L Brands, Inc. (LB - Free Report) came up with first-quarter fiscal 2018 results, wherein earnings of 17 cents per share outpaced the Zacks Consensus Estimate of 15 cents, though it slumped 48.5% year over year. Also, management lowered its guidance for fiscal 2018, which sent shares of this specialty retailer of women’s intimate and other apparel down 4.9% during yesterday’s after-market trading session.
Further, we note that the company’s Victoria’s Secret chain has been bearing the brunt of consumers’ changing preferences, stiff competition and heavy discounts. These factors seem to have weighed on investors’ confidence, as this Zacks Rank #5 (Strong Sell) stock has tumbled close to 30% in the past three months, wider than the industry’s dip of 4.8%.
Moving back to L Brands’ first-quarter results, the company’s net sales advanced roughly 8% to $2,625.8 million. The figure was almost in line with the Zacks Consensus Estimate of $2,625.9 million. Furthermore, L Brands’ comparable sales (including direct sales) were up 3% in the quarter. However, store-only comps decreased 2% year over year.

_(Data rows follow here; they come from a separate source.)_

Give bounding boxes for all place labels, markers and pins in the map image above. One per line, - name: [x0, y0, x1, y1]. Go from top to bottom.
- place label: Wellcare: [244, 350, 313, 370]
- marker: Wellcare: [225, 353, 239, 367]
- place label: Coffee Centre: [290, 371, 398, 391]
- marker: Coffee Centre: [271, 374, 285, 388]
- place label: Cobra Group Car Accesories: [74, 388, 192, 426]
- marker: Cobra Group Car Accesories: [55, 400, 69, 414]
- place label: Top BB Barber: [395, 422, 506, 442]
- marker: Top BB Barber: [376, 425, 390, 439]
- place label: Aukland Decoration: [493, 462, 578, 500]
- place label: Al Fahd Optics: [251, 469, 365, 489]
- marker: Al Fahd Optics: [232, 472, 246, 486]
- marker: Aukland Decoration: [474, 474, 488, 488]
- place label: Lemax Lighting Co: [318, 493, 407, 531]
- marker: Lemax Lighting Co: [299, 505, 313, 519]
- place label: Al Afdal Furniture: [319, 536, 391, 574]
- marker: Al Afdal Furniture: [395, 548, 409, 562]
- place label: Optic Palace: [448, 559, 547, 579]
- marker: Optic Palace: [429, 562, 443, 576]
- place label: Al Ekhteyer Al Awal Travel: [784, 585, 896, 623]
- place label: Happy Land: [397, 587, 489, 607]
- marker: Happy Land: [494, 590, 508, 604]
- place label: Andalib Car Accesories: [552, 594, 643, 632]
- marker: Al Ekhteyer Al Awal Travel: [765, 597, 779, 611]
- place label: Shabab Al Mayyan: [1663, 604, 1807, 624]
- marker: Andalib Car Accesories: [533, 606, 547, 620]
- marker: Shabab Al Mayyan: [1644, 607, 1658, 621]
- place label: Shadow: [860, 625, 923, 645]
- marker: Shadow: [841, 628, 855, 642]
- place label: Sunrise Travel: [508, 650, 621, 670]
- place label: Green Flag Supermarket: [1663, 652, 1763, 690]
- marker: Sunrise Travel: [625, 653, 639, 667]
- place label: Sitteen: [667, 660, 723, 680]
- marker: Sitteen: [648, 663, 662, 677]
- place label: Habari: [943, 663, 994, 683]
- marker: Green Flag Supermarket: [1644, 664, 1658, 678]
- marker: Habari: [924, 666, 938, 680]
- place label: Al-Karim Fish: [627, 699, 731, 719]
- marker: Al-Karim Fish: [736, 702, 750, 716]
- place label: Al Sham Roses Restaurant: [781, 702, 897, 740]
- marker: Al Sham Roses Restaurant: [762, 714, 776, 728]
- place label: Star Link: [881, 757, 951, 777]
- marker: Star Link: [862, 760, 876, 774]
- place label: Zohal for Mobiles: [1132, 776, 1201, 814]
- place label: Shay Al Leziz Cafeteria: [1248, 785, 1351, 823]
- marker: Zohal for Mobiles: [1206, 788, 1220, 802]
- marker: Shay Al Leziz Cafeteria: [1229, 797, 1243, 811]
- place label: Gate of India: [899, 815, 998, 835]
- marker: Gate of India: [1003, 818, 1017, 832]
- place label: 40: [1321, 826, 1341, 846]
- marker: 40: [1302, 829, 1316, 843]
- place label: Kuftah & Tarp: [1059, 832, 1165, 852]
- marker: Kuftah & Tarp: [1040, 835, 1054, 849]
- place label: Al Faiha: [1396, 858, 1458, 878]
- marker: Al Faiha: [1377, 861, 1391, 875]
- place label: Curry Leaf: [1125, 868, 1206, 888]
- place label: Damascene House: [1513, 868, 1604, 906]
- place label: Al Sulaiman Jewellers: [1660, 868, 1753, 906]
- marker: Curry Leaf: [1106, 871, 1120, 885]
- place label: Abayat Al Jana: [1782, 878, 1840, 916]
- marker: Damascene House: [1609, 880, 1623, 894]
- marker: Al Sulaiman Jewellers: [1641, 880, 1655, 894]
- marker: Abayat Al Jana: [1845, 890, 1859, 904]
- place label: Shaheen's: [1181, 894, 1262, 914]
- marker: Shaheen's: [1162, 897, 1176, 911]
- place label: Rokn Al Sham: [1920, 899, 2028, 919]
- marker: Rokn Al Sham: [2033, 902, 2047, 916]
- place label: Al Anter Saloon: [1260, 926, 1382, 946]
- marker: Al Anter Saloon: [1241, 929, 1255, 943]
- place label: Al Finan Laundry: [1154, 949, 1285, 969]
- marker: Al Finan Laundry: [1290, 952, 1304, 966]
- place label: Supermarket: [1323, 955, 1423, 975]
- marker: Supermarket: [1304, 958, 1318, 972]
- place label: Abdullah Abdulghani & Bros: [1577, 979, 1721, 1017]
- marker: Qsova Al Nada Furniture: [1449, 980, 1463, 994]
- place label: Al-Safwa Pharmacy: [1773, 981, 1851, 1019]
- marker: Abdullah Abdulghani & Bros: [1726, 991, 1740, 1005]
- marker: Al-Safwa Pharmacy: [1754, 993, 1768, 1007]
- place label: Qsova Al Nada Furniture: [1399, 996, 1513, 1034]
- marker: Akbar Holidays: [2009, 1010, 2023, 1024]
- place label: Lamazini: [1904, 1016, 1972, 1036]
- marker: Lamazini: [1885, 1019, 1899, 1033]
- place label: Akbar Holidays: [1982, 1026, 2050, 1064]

Sales at Victoria’s Secret Stores inched lower by 0.9% to $1,235.9 million, while Victoria's Secret direct sales were up 23.4% to $353.5 million. Total Victoria’s Secret sales rose 3.7% to $1,589.4 million, while comparable sales rose 1%.
Bath & Body Works’ total sales were up 12.2% to $760.4 million, with an 8% rise in comparable sales. Victoria’s Secret and Bath & Body Works International sales surged 30.8% to $135.1 million. Other revenues increased 15.3% to $140.9 million.
Gross profit grew 4.5% to $943.8 million, while gross margin reduced 120 basis points (bps) to 35.9%. Operating income plunged almost 26% to $154.8 million, with the operating margin contracting 270 bps to 5.9%.
In the quarter under review, L Brands opened one Victoria’s Secret store and shuttered six outlets, taking the total count to 1,165 stores. In the same period, 13 Bath & Body Works stores were inaugurated and 11 were closed, which totaled to 1,696 stores. Further, the company had 60 Victoria’s Secret and Bath & Body Works International stores, 24 Henri Bendel stores and 124 La Senza stores (U.S. and Canada) at the end of the first quarter. As of May 5, 2018, L Brands operated 3,069 stores.
Management plans to open 125-153 total Victoria’s Secret and Bath & Body Works International stores (wholly owned and licensed) in fiscal 2018, with plans to shut down 32-44 stores. This will take the company’s total Victoria’s Secret and Bath & Body Works International store count to 760-800 stores. Also, L Brands intends to introduce and close 2 and 6 La Senza International stores, respectively, which will take its International count to 190 in fiscal 2018.
Total franchised stores as of May 5, 2018 were 830, comprising 237 Victoria’s Secret Beauty & Accessories, 37 Victoria’s Secret, six Pink, 188 Bath & Body Works and 192 La Senza stores. Also, the franchised stores include 163 and 7 Travel Retail stores of Victoria’s Secret Beauty & Accessories and Bath & Body Works, respectively.
Other Financial Details
L Brands exited the quarter with cash and cash equivalents of $1,031.5 million, down from the prior-year quarter’s tally of $1,554.9 million. Long-term debt increased marginally to $5,718.6 million from $5,701.5 million a year ago. Shareholders’ deficit came in at $968.6 million.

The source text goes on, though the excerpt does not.